These are some implementation notes on the MD5 Authenticator and its relative security. They assume you have a basic understanding of security and cryptography principals.
If you use the MD5 Authenticator, then passwords are stored in the database as a hash. Anyone who can obtain access to the database containing the passwords could conceivably determine the User account password by using a dictionary of hashed passwords. The way this works is the bad guy has a dictionary that contains "ABC" in the dictionary; he has the pre-computed hash of "ABC" which translates to 13232312312312312aa. When the bad guy gets a database with a hashed password of 13232312312312312aa he finds that hash in his dictionary and then reads across to see the password is "ABC" and can now login. Good password selection can mitigate this risk.

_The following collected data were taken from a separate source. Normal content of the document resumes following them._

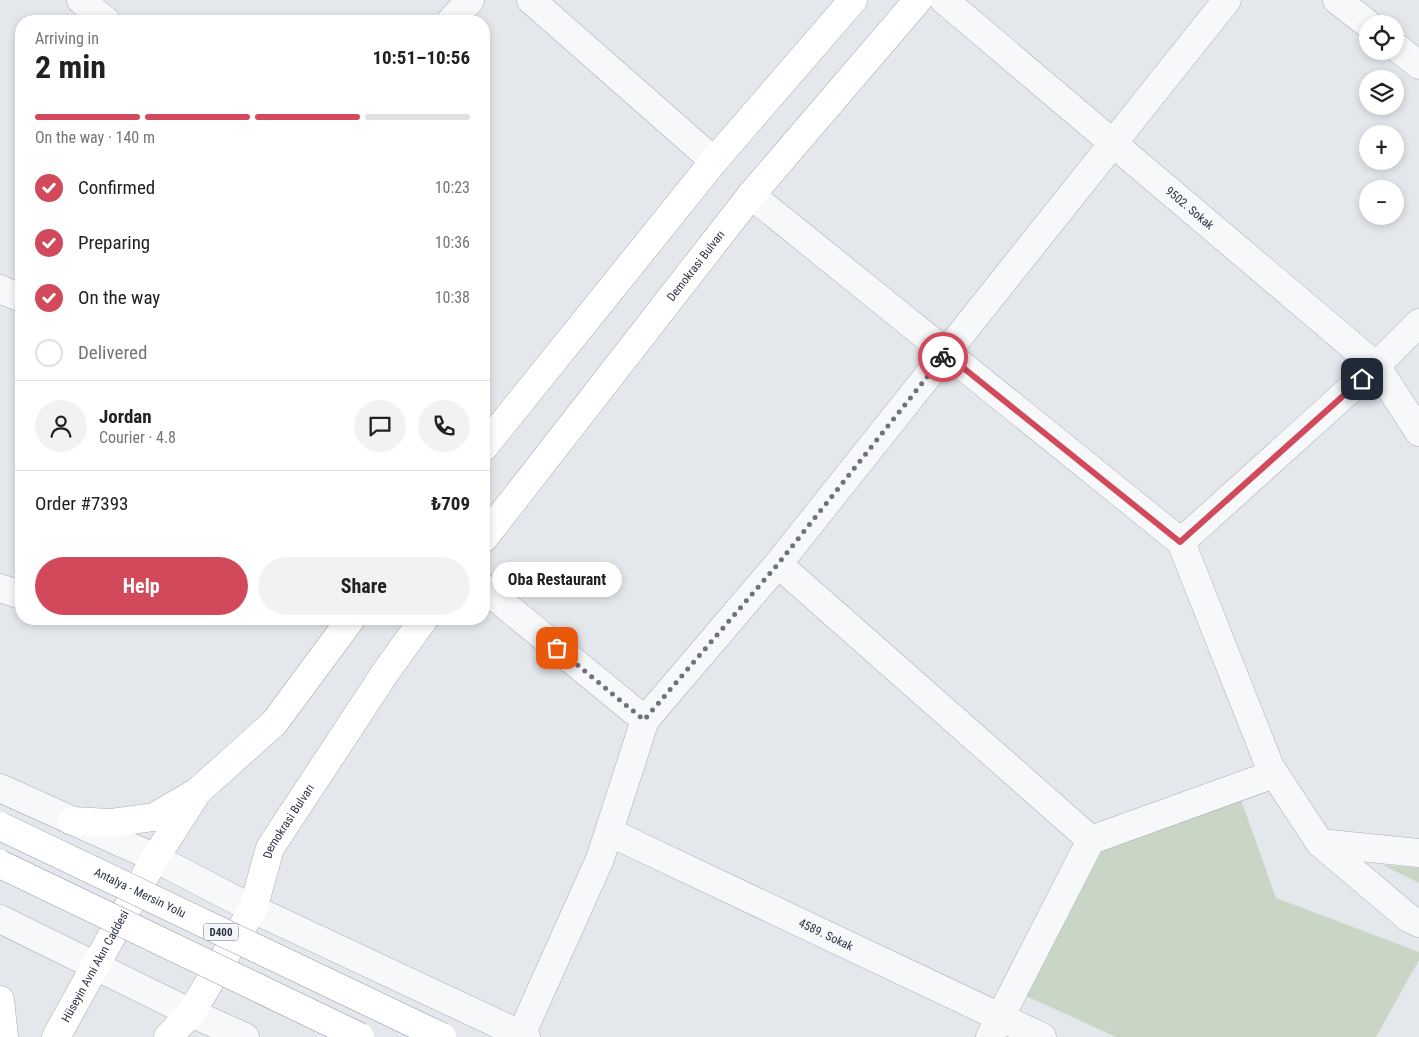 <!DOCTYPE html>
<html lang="en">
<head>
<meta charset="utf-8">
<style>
	body { margin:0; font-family:"Roboto Condensed",sans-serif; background:#f2f2f2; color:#202124; height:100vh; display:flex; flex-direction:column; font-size:19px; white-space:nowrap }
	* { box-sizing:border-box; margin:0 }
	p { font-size:16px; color:#757577 }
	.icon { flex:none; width:28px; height:28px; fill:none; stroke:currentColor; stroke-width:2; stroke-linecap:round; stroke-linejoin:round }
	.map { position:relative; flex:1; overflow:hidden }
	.panel { position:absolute; left:15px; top:15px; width:475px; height:610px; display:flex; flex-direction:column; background:#fff; border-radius:20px; box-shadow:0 2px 8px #0003 }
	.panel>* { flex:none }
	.buttons { position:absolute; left:1359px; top:15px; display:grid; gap:10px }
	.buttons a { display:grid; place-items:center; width:45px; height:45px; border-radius:50%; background:#fff; box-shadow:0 2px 8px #0003; font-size:25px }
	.pin { position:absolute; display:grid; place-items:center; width:42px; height:42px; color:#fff; margin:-21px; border-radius:10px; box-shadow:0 2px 8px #0006 }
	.courier { position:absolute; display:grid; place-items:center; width:50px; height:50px; margin:-25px; border:4px solid #d1495b; border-radius:50%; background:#fff; color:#222; box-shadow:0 1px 6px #0007 }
	.bubble { position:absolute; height:35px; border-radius:18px; background:#fff; box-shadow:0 2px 8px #0003; font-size:16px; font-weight:700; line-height:35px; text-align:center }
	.summary em { font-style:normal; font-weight:700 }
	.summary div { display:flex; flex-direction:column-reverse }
	.summary { display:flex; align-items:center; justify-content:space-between; height:85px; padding:0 20px }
	h1 { font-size:32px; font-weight:700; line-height:38px }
	.bar { display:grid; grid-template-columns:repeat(4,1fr); gap:8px 5px; align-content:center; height:60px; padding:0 20px }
	.bar i { height:6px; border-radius:4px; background:#e0e0e0 }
	.bar .selected { background:#d1495b }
	.bar p { grid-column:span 4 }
	.line { display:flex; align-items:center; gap:12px; padding:0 20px; border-top:1px solid #e0e0e0 }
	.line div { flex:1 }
	.round { display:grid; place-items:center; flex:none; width:52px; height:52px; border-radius:26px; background:#f2f2f2 }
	ol { padding:0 20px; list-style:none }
	li { display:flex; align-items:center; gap:15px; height:55px }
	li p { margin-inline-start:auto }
	li .icon { padding:5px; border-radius:50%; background:#d1495b; color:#fff; stroke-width:4 }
	li:last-child { color:#757577 }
	li i { width:28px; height:28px; border:2px solid #e0e0e0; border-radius:50% }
	.cta { display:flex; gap:10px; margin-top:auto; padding:10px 20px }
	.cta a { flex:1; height:58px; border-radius:30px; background:#d1495b; color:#fff; font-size:20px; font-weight:700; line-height:58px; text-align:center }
	.cta a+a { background:#f2f2f2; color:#202124 }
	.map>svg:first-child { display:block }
	.green { fill:#c9d6c5 }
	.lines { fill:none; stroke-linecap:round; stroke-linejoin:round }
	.minor-casing { stroke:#a9aeb7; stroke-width:29 }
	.tertiary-casing { stroke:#a9aeb7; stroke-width:29 }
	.secondary-casing { stroke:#a9aeb7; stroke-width:29 }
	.minor { stroke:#f7f8fa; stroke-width:28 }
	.tertiary { stroke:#f7f8fa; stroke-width:28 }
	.secondary { stroke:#fff; stroke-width:28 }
	.trunk-bridge-casing { stroke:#8b94a3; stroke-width:29; stroke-linecap:butt }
	.trunk-bridge { stroke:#fff; stroke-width:28 }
	.done { stroke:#6c737f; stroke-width:5; stroke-dasharray:0 9 }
	.route { stroke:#d1495b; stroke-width:6 }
	.labels { text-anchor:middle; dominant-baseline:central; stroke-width:4.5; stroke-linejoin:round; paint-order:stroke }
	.shield { fill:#f4f6f9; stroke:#676e7b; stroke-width:1 }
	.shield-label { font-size:11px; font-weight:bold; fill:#2b3445 }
	.street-label { font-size:12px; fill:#2b3445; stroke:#f4f6f9 }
</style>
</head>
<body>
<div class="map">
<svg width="1419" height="1037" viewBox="0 0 1419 1037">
	<rect width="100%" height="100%" fill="#e4e7ec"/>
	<path class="green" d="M 1239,794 L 1276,898 L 1419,952 L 1419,960 L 1376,1037 L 1116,1037 L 1024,995 L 1093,850 Z
		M 1383,865 L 1419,868 L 1419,883 Z"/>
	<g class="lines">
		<g class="minor-casing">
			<g id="minor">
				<path d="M 81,0 L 106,21"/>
				<path d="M 531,0 L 714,161"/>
				<path id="s1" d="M 944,0 L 1376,366 L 1419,432"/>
				<path d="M 1337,0 L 1368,24"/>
				<path d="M 451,21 L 470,0"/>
				<path d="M 1395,46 L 1419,65"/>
				<path d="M 751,195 L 1181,542 L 1270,767 L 1320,843 L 1410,919 L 1419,923"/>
				<path d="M 0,289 L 21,298"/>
				<path d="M 1181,542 L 1376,366 L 1419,323"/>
				<path d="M 778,564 L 1091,840"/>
				<path d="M 0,588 L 21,595"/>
				<path d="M 484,588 L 645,720"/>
				<path id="s2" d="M 609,832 L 1042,1037"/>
				<path d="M 1320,843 L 1419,853"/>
				<path d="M 521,1035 L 600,859 L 645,720 L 778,564 L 1227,0"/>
				<path d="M 990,1037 L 1091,840 L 1274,774"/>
			</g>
		</g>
		<g class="tertiary-casing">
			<path id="tertiary" d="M 0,788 L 155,858 L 253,909 L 526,1037
				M 0,919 L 191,1013 L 245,1037"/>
		</g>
		<g class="secondary-casing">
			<g id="secondary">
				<path d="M 484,447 L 714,161 L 853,0"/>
				<path id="s3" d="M 484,538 L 751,195 L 918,0"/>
				<path d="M 72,821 L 110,823 L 154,817 L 197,792 L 274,723 L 351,619"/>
				<path d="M 0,1000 L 4,1037"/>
				<path id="s4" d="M 56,1037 L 155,858 L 195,796"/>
				<path id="s5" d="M 168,1037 L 191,1013 L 253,909 L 270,848 L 387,670 L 424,619"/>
			</g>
		</g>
		<use href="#minor" class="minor"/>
		<use href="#tertiary" class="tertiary"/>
		<use href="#secondary" class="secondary"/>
		<g class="trunk-bridge-casing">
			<g id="trunk-bridge">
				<path id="s6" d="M 0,826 L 442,1037"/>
				<path d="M 0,864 L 360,1037"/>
			</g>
		</g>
		<use href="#trunk-bridge" class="trunk-bridge"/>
	</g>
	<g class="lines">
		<path class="done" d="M 557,648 L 644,720 L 778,564 L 943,357"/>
		<path class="route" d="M 943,357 L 946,354 L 1180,542 L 1362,379"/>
	</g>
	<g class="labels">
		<rect class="shield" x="203.5" y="923.5" width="35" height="17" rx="4"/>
		<g class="shield-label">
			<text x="221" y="932">D400</text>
		</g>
		<g class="street-label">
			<text stroke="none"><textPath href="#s1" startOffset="322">9502. Sokak</textPath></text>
			<text stroke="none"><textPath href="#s3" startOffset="345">Demokrasi Bulvarı</textPath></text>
			<text stroke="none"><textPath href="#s5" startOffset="250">Demokrasi Bulvarı</textPath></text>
			<text stroke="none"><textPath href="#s6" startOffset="155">Antalya - Mersin Yolu</textPath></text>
			<text stroke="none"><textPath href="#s2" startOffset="240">4589. Sokak</textPath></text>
			<text stroke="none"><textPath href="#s4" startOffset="81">Hüseyin Avni Akın Caddesi</textPath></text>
		</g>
	</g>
</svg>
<div class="buttons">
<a><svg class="icon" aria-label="locate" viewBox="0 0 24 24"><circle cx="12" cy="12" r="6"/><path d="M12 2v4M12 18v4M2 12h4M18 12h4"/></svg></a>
<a><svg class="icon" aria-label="layers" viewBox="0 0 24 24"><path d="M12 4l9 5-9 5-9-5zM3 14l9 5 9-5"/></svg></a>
<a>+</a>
<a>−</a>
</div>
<div class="pin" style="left:557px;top:648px;background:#ea580c"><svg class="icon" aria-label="bag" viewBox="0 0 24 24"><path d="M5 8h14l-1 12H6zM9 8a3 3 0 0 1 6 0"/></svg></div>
<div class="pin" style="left:1362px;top:379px;background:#1f2937"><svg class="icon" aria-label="home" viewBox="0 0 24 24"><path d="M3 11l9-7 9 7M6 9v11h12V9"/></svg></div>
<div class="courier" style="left:943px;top:357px"><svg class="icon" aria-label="bike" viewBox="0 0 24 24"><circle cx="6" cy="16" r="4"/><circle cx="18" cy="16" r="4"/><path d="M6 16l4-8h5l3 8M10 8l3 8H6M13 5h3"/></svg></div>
<div class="bubble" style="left:492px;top:562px;width:130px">Oba Restaurant</div>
<section class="panel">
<div class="summary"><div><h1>2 min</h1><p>Arriving in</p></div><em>10:51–10:56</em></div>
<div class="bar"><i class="selected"></i><i class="selected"></i><i class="selected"></i><i></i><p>On the way · 140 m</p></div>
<ol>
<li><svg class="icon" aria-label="check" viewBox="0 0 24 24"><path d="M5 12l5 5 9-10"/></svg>Confirmed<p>10:23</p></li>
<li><svg class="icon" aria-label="check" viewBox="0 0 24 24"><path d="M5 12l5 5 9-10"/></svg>Preparing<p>10:36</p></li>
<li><svg class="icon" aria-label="check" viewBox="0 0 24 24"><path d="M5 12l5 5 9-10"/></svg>On the way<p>10:38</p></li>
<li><i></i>Delivered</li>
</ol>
<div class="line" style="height:90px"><a class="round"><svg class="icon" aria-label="person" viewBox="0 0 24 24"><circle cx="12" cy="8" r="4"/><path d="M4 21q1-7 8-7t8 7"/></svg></a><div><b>Jordan</b><p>Courier · 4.8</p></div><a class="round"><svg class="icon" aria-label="chat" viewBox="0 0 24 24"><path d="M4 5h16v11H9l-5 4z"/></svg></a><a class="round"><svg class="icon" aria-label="phone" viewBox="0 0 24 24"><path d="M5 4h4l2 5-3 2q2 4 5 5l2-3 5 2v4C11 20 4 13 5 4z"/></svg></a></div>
<div class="line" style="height:65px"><div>Order #7393</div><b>₺709</b></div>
<div class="cta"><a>Help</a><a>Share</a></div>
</section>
</div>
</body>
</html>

Passwords sent to the system for authentication are hashed with a seed value. To pickup passwords on the network, the attacker would have to generate a dictionary using the exact seed value. This makes dictionary generation computationally difficult but not impossible. In other words to perform a dictionary attack of network traffic, the hacker would have to create a dictionary of hashed passwords using the seed value as part of the hashed password. Since the seed changes on every login, it would be difficult.
The seed used is the system clock time and the system verifies that not more than 30 minutes have elapsed since the seed's creation. This means that a User cannot access the system using a replay attack after 30 minutes have elapsed.
Passwords are sent as plain text when the User uses the change password screen.
If you still have concerns about security, then we recommend that you use the MD5Sum or LDAP Authenticator in conjunction with an SSL certificate.